A top crypto exec shares why GameFi is so hot right now – and lists 2 reasons why play-to-earn-games like Axie Infinity are taking the market by storm | Currency News | Financial and Business News

Play-to-earn games like Axie Infinity allow users to make real money by earning tokens, creating NFTs, and selling them.
Play-to-earn games like Axie Infinity allow users to make real money by earning tokens, creating NFTs, and selling them.

  • “GameFi” could transform gaming business models and power the digital economy, according to Huobi’s Jeff Mei.
  • Investors are fired up by the rapid use case of decentralized finance and excitement around making money off NFT games like Axie Infinity.
  • With a $10 million fund, Huobi aims to scale startups working on GameFi – or blockchain-based gaming integrated with DeFi mechanisms.

GameFi is one of the hottest technologies in the crypto ecospace, and early investors can expect gaming-related collectibles to power virtual economies, according to Jeff Mei, director of global strategy at crypto exchange Huobi.

“Users want the hottest, most innovative, the most creative, the most promising assets on the market,” he told Insider in a recent interview.

GameFi, the intersection of decentralized finance and the gaming industry, is attracting mass attention from the crypto community and the biggest gaming guilds in the sector.

The business model allows for players to obtain a share of the dividends brought in from game development, with their most common feature being “play to earn”.

Mei laid out two reasons behind its rise: the evolution of financial mechanisms in games, and users liking that they can make money by playing.

He said Huobi, which has a $10 million fund dedicated to emerging GameFi projects, is invested in coaching and incubating several early-stage projects because “this is going to be a very hot industry.”

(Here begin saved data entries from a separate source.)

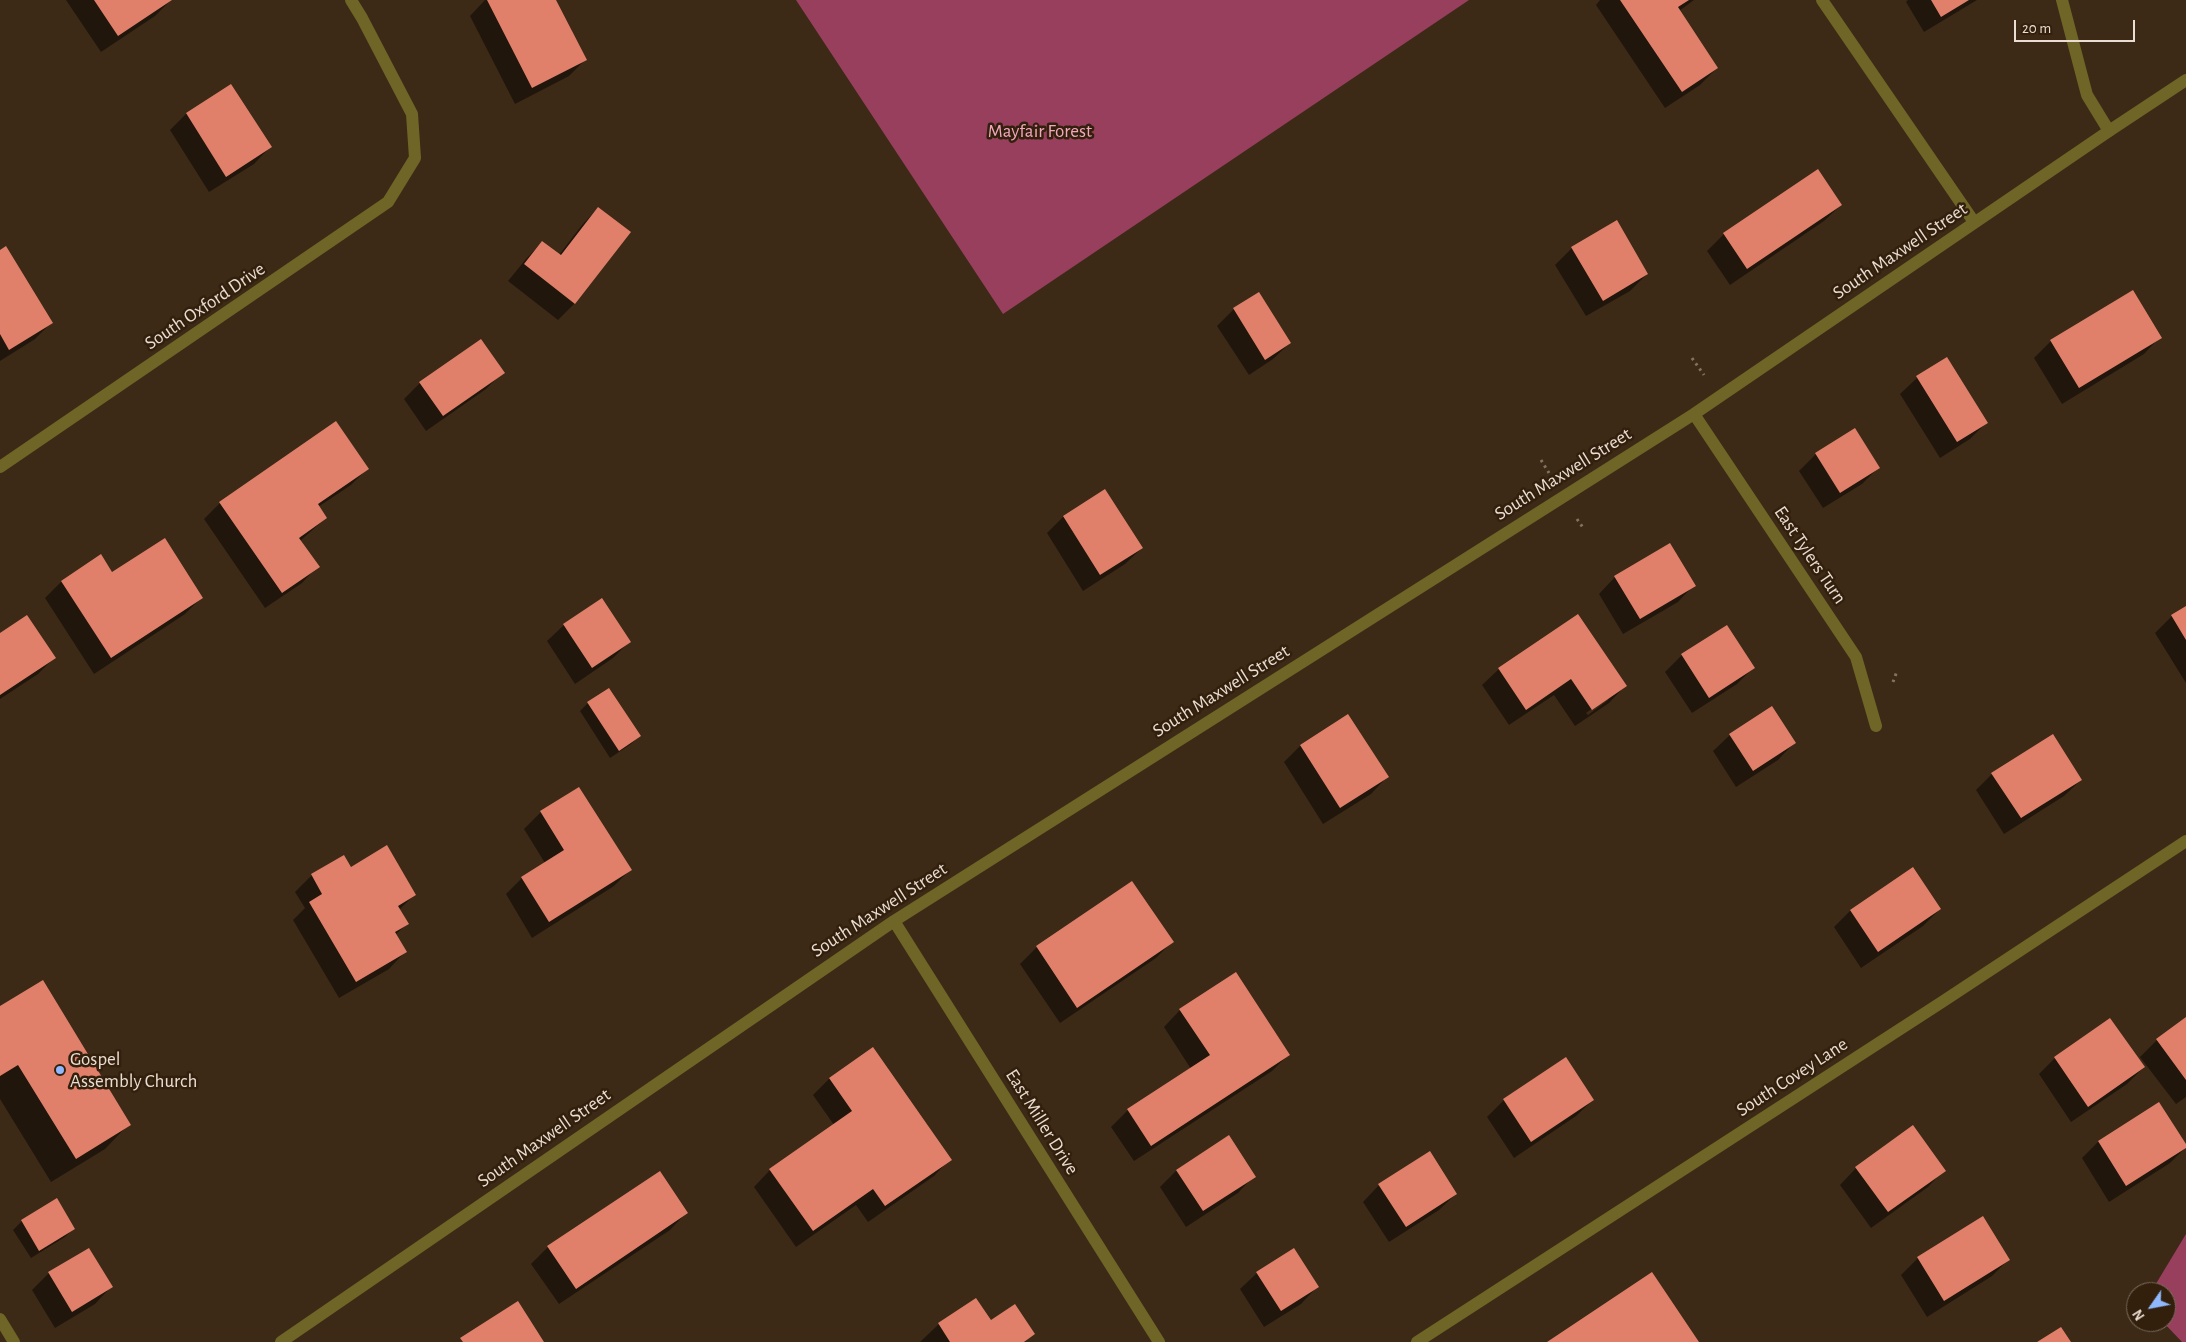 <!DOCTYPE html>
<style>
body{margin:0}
#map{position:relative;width:2186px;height:1342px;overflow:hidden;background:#3c2a17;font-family:"Alegreya Sans",sans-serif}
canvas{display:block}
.north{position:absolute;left:2126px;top:1282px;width:50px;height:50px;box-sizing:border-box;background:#32200d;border:1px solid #7c6c5c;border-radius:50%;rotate:237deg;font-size:14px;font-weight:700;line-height:20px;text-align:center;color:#eaddd2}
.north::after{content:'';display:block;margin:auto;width:18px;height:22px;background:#90b8fd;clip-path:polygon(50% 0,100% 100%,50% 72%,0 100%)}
.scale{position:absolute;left:2014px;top:20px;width:121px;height:22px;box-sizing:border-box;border:2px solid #eaddd2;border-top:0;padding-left:6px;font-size:15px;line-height:18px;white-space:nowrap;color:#eaddd2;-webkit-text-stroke:4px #32200d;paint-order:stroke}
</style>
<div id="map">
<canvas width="2186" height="1342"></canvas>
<div class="north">N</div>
<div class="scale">20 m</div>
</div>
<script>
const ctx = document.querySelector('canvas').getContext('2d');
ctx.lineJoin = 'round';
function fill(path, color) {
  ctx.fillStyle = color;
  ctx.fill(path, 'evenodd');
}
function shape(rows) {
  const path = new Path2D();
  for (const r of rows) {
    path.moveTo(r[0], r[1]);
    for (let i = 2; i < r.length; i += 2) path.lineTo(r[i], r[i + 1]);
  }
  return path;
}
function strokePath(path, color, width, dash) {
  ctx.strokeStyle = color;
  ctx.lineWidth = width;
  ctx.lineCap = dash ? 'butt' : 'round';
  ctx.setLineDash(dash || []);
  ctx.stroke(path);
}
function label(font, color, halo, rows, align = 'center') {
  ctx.font = font + ' "Alegreya Sans",sans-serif';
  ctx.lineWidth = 5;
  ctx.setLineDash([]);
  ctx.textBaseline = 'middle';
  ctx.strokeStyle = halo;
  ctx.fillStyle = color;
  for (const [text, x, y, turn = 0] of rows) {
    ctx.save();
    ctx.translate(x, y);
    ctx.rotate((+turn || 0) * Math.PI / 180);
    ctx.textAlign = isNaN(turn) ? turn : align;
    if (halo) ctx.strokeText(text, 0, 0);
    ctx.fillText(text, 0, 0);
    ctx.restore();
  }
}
const forest = shape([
 [796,0,1469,0,1003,314],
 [2186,1234,2186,1342,2182,1342,2163,1322,2166,1322,2166,1292,2151,1292]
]);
const shadow = shape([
 [66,0,171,0,155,16,101,52],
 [485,0,555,0,586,59,569,76,515,104,470,16],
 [1600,0,1694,0,1679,11,1717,68,1700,85,1665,108,1596,5],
 [1908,0,1977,0,1924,32,1906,2],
 [231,85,270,147,254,164,209,192,170,130,186,114],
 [1841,205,1824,221,1730,285,1707,251,1724,234],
 [598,208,629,232,574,304,558,320,508,281,526,259,542,242,559,255,582,225],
 [1616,222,1647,274,1630,291,1586,316,1555,265,1572,248],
 [0,251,51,323,35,339,0,361],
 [2133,292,2160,337,2144,354,2062,404,2034,358,2051,341],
 [1259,294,1290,343,1273,359,1249,375,1217,326,1234,309],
 [1946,359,1986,423,1970,439,1940,458,1900,394,1917,378],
 [503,372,486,389,426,431,404,399,420,383],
 [1855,430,1878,468,1862,484,1823,508,1799,471,1816,454],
 [367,469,351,485,318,507,326,518,300,541,318,566,302,583,265,608,204,519,220,503],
 [1105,490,1142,548,1125,564,1083,591,1047,533,1063,517],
 [101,556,112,574,202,597,185,614,94,674,45,598,61,582],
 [1615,577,1694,585,1678,602,1623,634,1599,594],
 [2186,607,2186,683,2155,633,2172,616],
 [564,625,629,642,613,658,575,684,547,641],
 [0,634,54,658,38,674,0,699],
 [1682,655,1753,668,1737,684,1692,713,1665,672],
 [1499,669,1625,686,1609,703,1575,726,1554,695,1509,725,1482,685],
 [1608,697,1608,700,1588,715,1586,713],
 [608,690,639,736,631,744,610,758,580,711,588,703],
 [1730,735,1794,743,1778,760,1736,787,1713,751],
 [1300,746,1387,777,1371,794,1323,824,1284,762],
 [1992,774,2081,780,2064,796,2004,834,1976,790],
 [541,812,630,870,614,886,532,938,506,894,522,878,545,863,524,829],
 [350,868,414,895,399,910,407,924,395,935,405,952,389,969,339,998,293,920,305,908,295,892,312,875],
 [1913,869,1940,909,1923,926,1861,968,1834,927,1850,911],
 [1172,942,1156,958,1060,1023,1020,964,1037,947],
 [0,1007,129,1124,105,1149,51,1182,0,1099],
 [1180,1010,1288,1055,1272,1071,1134,1161,1111,1127,1128,1110,1191,1069,1164,1027],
 [2186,1019,2186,1097,2176,1104,2140,1057,2157,1040],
 [2055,1058,2144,1067,2127,1084,2071,1122,2039,1074],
 [1566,1059,1593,1100,1576,1116,1514,1158,1487,1117,1504,1100],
 [830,1078,950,1159,934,1176,868,1222,856,1205,796,1247,754,1187,770,1170,834,1125,813,1095],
 [1229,1137,1254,1176,1238,1193,1186,1227,1160,1187,1176,1171],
 [2098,1142,2186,1146,2186,1147,2170,1163,2109,1202,2082,1158],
 [1856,1168,1944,1170,1928,1187,1871,1228,1840,1185],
 [1379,1185,1456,1194,1439,1210,1389,1242,1363,1202],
 [56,1200,73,1229,65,1237,31,1258,13,1230,22,1221],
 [686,1213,670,1230,559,1304,531,1264,548,1247],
 [1982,1218,2009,1259,1992,1276,1927,1317,1901,1275,1918,1258],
 [49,1273,111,1287,95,1304,55,1328,32,1290],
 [1257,1273,1317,1287,1301,1304,1264,1327,1240,1289],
 [990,1322,1033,1334,1025,1342,920,1342,939,1324]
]);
const building = shape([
 [94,0,172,0,118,36],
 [487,0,556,0,587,60,532,88],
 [1620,0,1689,0,1678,7,1718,68,1682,92],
 [1931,0,1969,0,1941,17],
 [231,84,272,147,226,177,186,113],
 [1818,169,1842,205,1747,269,1723,233],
 [598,207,631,232,575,304,524,264,542,241,561,255],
 [1617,220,1648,274,1603,301,1571,247],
 [6,246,53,323,9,350,0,334,0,250],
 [2133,290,2162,338,2079,388,2050,340],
 [1259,292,1291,343,1265,360,1233,308],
 [481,339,505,373,443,416,419,382],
 [1947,357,1988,423,1957,442,1916,376],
 [336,421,369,469,318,504,327,518,299,538,320,567,282,593,219,502],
 [1855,428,1880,468,1840,493,1815,453],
 [1105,489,1143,548,1100,575,1063,516],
 [165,538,203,598,111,658,61,581,101,554,112,572],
 [1670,543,1696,586,1640,619,1614,576],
 [602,598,631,642,592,668,563,624],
 [2186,606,2186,640,2171,615],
 [1578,614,1627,686,1592,710,1571,679,1526,710,1498,668],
 [27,615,56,658,0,695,0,633],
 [1727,625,1755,668,1709,698,1681,654],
 [609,688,641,736,619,751,587,702],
 [1772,706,1796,743,1753,771,1729,734],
 [1348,714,1389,777,1340,808,1300,745],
 [2053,734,2082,780,2021,818,1991,773],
 [579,787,632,870,549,922,521,877,564,850,540,811],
 [387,845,416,895,398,906,409,924,395,932,407,952,356,982,309,902,322,894,311,874,344,855,351,867],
 [1913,867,1941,909,1878,952,1850,910],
 [1132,881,1174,942,1077,1008,1036,946],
 [1236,972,1290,1055,1151,1146,1127,1109,1210,1055,1179,1009],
 [43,980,131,1125,76,1159,18,1065,0,1076,0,1006],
 [2186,1017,2186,1080,2156,1039],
 [2110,1018,2145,1067,2088,1107,2054,1057],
 [873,1047,952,1160,885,1206,873,1189,813,1231,769,1169,852,1111,829,1078],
 [1566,1057,1594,1100,1531,1142,1503,1099],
 [2159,1102,2186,1144,2186,1148,2126,1186,2098,1141],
 [1913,1125,1946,1171,1888,1212,1855,1167],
 [1229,1135,1256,1177,1203,1211,1176,1170],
 [1430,1151,1457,1194,1406,1227,1378,1184],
 [660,1171,688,1213,576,1289,547,1246],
 [57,1198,75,1229,39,1251,21,1220],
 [1983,1216,2010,1260,1944,1301,1917,1257],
 [89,1248,113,1287,72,1312,48,1272],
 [1294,1248,1319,1287,1281,1311,1256,1272],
 [1652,1272,1699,1342,1547,1342],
 [976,1298,991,1320,1015,1304,1035,1334,1024,1342,950,1342,938,1323],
 [518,1301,544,1342,463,1342,460,1338],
 [2061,1327,2071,1342,2037,1342]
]);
const path = shape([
 [1692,358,1704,375],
 [1541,460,1549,473],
 [1577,519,1584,529],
 [1893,682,1897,671]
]);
const service = shape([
 [1822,0,1974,222],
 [2062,0,2087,95,2109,131]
]);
const minor = shape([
 [1694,414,1856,657,1876,726],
 [0,467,388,202,415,158,412,114,362,18,351,0],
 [894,921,1159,1342],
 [0,1319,14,1342],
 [281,1342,894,921,1694,414,2109,131,2186,80],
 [1417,1342,1942,1002,2186,841]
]);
const markers = [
 [60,1070,5,"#90b8fd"]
];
const parkNames = [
 ["Mayfair Forest",1040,131]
];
const streetNames = [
 ["South Maxwell Street",1900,251,-34],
 ["South Oxford Drive",205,306,-34],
 ["South Maxwell Street",1563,474,-32],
 ["East Tylers Turn",1810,555,56],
 ["South Maxwell Street",1221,691,-32],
 ["South Maxwell Street",879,910,-33],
 ["South Covey Lane",1792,1077,-33],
 ["East Miller Drive",1042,1122,58],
 ["South Maxwell Street",544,1138,-35]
];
const poiNames = [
 ["Gospel",70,1059],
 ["Assembly Church",70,1081]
];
fill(forest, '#983f5e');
fill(shadow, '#0007');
fill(building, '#e07f6a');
strokePath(path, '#827262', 3, [2.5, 4]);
strokePath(service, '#6f6526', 12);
strokePath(minor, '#6f6526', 12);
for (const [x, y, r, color] of markers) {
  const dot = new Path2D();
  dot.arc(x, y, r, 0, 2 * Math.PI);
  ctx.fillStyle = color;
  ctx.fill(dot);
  strokePath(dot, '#32200d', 2);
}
label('19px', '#f2a7bd', '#32200d', parkNames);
label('19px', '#eaddd2', '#32200d', streetNames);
label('19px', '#eaddd2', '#32200d', poiNames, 'left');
</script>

Huobi’s fund will back GameFi projects in the start-up stage to make an impact in the blockchain world, via marketing and PR support, financial and legal advice, and introductions to potential partners.

“Our investment teams and our research teams are always working around the clock to find these products,” Mei said. Supernova, Immutable, and Rangers Protocol are some of the first projects Huobi’s investment arm funded.

Jeff Mei, Huobi's director of global strategy.
Jeff Mei, Huobi’s director of global strategy.

“We want to help users find the best projects that might have value, the best projects that might have some type of innovation, some type of quick adoption,” he said. “There’s so many projects out there that are ‘vaporware’ – they’re fake. They just want to make money and run away.”

Huobi, which was founded in China in 2013, no longer operates in its country of origin. The exchange is now looking to expand its presence in countries with high crypto adoption rates and a large retail trader base, including India, Vietnam, and Turkey.

Mei explained that the rationale behind Huobi’s expansion strategy, which seems concentrated in Southeast Asia, is that GameFi has huge potential in the region. “We’ll be focusing a lot on more retail uses,” he said. “For example, in Vietnam right now, one of the most popular GameFi projects is Axie Infinity.”

The ethereum-based game, created by Vietnamese developer Sky Mavis, saw its daily active users top a stunning 1 million for the first time in August, in just three years of its launch.

The game’s main characters are axolotls called Axies, which are non-fungible tokens, or NFTs, that can be sold or purchased.

NFT collections have surged this year, driven by burgeoning demand for play-to-earn games, or as some call it – GameFi. The NFT market hit a record $2.5 billion in sales by July 2021, versus just $13.7 million in the first half of 2020, according to NonFungible.com. Huobi is set to launch its own NFT marketplace in November.

That boom comes from the emergence of layer 2 scaling solutions for ethereum, which has allowed crypto enthusiasts and web 3.0 gamers to trade and mint NFTs without exorbitant transaction fees.

“Gaming has always been hot in Southeast Asia, for example in Korea and Japan. That’s the kind of area where we want to go in,” Mei said.

While Huobi itself is building some unique projects, it’s mostly testing the waters with new, cutting-edge players.